Copy the records below verbatim, from the first line through the line containing "display:flex; align-items:center; gap:24px;", inclusive, and output nothing else.

===== DATA SECTION =====

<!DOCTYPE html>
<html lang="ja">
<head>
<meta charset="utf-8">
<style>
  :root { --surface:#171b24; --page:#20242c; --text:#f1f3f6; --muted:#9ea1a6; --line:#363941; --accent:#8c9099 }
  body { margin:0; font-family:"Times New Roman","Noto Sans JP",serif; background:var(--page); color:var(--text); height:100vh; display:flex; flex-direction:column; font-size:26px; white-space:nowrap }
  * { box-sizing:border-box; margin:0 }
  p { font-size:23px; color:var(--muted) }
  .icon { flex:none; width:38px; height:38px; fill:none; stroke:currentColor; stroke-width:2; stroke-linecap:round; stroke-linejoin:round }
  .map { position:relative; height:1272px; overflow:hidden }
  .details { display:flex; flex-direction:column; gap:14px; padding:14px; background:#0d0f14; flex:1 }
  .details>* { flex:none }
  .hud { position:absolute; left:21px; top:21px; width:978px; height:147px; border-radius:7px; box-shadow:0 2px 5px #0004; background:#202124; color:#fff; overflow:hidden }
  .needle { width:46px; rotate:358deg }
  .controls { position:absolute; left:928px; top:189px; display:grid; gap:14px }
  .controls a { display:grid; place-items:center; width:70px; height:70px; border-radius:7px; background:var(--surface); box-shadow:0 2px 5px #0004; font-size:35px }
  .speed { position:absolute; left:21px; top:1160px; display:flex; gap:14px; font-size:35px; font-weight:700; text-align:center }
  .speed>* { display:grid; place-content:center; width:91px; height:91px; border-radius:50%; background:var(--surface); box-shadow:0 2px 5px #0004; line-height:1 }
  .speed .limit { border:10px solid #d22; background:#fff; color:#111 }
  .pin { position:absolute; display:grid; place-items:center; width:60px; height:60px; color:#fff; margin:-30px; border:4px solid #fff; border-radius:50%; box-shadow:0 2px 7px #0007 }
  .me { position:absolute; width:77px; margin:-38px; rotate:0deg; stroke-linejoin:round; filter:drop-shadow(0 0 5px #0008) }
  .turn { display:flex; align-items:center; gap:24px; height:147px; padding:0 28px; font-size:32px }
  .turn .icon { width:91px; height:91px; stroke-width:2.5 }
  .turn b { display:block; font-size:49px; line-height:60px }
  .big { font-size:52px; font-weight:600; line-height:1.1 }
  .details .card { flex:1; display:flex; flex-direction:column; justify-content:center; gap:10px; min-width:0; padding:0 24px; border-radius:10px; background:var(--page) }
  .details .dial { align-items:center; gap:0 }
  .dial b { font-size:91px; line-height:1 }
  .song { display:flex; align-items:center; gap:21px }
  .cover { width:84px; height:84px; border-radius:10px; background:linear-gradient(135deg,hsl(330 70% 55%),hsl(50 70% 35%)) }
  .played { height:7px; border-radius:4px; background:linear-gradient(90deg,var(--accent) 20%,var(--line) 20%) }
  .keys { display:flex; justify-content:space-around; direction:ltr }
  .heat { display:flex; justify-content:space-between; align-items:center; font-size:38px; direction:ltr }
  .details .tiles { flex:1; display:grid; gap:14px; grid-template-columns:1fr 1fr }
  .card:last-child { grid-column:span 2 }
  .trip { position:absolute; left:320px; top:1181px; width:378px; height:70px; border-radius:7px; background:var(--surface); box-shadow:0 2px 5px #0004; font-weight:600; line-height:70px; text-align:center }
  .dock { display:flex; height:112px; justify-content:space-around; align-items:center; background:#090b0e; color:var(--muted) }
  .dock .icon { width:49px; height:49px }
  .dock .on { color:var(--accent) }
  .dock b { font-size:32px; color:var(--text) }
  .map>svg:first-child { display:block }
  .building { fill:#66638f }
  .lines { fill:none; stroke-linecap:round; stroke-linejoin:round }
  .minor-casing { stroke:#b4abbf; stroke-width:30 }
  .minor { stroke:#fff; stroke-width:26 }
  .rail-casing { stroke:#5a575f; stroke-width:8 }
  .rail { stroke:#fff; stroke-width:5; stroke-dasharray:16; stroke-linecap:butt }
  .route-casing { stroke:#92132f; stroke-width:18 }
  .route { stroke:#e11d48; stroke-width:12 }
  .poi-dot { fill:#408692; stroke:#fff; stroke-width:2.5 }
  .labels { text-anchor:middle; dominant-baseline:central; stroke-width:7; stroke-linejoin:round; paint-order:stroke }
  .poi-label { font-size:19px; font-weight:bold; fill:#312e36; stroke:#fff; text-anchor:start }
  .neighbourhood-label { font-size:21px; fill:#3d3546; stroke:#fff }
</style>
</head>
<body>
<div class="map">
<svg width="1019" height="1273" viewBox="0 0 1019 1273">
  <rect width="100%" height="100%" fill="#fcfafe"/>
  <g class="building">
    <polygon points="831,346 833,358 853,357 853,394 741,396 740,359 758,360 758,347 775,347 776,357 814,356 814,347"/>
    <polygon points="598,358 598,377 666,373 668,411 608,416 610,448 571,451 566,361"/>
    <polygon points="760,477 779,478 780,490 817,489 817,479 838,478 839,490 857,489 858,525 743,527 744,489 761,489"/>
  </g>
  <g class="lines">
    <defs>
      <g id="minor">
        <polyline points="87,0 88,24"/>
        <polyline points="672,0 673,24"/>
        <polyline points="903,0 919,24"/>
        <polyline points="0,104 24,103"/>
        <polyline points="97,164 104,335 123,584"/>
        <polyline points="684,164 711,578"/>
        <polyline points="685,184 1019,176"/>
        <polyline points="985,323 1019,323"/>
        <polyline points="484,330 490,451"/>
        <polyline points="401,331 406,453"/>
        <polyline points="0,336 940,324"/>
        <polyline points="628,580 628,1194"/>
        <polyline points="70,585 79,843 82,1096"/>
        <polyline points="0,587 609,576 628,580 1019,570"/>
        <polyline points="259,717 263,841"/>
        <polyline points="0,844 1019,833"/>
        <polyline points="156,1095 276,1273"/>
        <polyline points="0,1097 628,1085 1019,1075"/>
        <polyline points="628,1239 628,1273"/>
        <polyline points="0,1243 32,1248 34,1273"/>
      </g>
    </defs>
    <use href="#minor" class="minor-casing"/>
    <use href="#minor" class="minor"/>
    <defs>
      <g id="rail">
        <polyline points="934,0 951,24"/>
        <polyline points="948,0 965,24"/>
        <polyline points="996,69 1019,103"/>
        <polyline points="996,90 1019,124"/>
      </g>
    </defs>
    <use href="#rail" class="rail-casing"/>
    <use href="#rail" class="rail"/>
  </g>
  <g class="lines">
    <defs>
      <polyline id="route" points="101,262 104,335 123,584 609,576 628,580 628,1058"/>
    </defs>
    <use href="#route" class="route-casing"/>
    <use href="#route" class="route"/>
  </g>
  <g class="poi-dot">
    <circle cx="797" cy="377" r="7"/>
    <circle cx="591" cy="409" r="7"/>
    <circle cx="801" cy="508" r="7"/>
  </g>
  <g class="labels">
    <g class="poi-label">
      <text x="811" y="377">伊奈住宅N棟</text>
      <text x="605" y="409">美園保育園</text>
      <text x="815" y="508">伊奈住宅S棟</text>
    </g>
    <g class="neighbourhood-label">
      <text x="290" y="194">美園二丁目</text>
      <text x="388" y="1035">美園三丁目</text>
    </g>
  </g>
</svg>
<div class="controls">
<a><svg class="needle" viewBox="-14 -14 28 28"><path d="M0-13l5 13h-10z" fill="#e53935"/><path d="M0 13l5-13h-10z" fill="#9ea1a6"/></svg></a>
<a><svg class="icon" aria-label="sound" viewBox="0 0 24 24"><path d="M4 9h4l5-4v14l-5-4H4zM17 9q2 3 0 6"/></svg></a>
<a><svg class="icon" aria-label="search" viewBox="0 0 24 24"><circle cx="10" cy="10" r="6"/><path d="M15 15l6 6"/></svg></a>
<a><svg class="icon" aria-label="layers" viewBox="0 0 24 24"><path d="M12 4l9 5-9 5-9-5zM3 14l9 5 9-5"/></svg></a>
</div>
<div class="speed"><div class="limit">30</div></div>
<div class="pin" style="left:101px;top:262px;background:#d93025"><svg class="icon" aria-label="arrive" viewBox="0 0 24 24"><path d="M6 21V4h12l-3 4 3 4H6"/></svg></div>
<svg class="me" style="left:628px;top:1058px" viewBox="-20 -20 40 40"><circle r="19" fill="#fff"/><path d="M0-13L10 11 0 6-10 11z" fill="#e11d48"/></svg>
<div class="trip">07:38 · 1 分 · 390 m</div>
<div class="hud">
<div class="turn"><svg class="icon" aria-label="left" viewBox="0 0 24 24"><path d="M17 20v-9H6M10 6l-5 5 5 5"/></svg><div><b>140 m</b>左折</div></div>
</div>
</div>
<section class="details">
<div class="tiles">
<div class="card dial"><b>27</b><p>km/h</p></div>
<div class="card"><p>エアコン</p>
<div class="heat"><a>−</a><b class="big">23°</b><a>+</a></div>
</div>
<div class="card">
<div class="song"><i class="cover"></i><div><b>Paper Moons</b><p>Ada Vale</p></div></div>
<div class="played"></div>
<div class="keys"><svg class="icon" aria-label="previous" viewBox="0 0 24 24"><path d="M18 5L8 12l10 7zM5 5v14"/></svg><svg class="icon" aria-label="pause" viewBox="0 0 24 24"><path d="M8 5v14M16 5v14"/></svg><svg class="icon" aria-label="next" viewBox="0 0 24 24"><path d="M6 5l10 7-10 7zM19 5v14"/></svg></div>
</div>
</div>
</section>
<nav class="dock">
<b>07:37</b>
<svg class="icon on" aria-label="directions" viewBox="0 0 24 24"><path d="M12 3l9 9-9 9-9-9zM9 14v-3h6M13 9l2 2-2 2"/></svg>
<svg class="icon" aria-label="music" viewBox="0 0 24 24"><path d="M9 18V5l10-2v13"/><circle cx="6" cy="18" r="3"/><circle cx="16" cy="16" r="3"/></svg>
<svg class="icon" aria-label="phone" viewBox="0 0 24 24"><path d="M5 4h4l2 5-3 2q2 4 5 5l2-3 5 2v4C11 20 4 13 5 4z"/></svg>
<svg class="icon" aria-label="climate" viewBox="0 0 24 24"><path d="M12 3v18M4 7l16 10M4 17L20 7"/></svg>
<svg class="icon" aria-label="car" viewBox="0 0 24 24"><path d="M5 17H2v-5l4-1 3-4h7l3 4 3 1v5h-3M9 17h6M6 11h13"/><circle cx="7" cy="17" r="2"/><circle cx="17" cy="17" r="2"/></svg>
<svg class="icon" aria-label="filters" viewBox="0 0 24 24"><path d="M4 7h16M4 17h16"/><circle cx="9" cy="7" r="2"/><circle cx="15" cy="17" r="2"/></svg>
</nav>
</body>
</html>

=====

**RESPONSE**
<!DOCTYPE html>
<html lang="ja">
<head>
<meta charset="utf-8">
<style>
  :root { --surface:#171b24; --page:#20242c; --text:#f1f3f6; --muted:#9ea1a6; --line:#363941; --accent:#8c9099 }
  body { margin:0; font-family:"Times New Roman","Noto Sans JP",serif; background:var(--page); color:var(--text); height:100vh; display:flex; flex-direction:column; font-size:26px; white-space:nowrap }
  * { box-sizing:border-box; margin:0 }
  p { font-size:23px; color:var(--muted) }
  .icon { flex:none; width:38px; height:38px; fill:none; stroke:currentColor; stroke-width:2; stroke-linecap:round; stroke-linejoin:round }
  .map { position:relative; height:1272px; overflow:hidden }
  .details { display:flex; flex-direction:column; gap:14px; padding:14px; background:#0d0f14; flex:1 }
  .details>* { flex:none }
  .hud { position:absolute; left:21px; top:21px; width:978px; height:147px; border-radius:7px; box-shadow:0 2px 5px #0004; background:#202124; color:#fff; overflow:hidden }
  .needle { width:46px; rotate:358deg }
  .controls { position:absolute; left:928px; top:189px; display:grid; gap:14px }
  .controls a { display:grid; place-items:center; width:70px; height:70px; border-radius:7px; background:var(--surface); box-shadow:0 2px 5px #0004; font-size:35px }
  .speed { position:absolute; left:21px; top:1160px; display:flex; gap:14px; font-size:35px; font-weight:700; text-align:center }
  .speed>* { display:grid; place-content:center; width:91px; height:91px; border-radius:50%; background:var(--surface); box-shadow:0 2px 5px #0004; line-height:1 }
  .speed .limit { border:10px solid #d22; background:#fff; color:#111 }
  .pin { position:absolute; display:grid; place-items:center; width:60px; height:60px; color:#fff; margin:-30px; border:4px solid #fff; border-radius:50%; box-shadow:0 2px 7px #0007 }
  .me { position:absolute; width:77px; margin:-38px; rotate:0deg; stroke-linejoin:round; filter:drop-shadow(0 0 5px #0008) }
  .turn { display:flex; align-items:center; gap:24px; height:147px; padding:0 28px; font-size:32px }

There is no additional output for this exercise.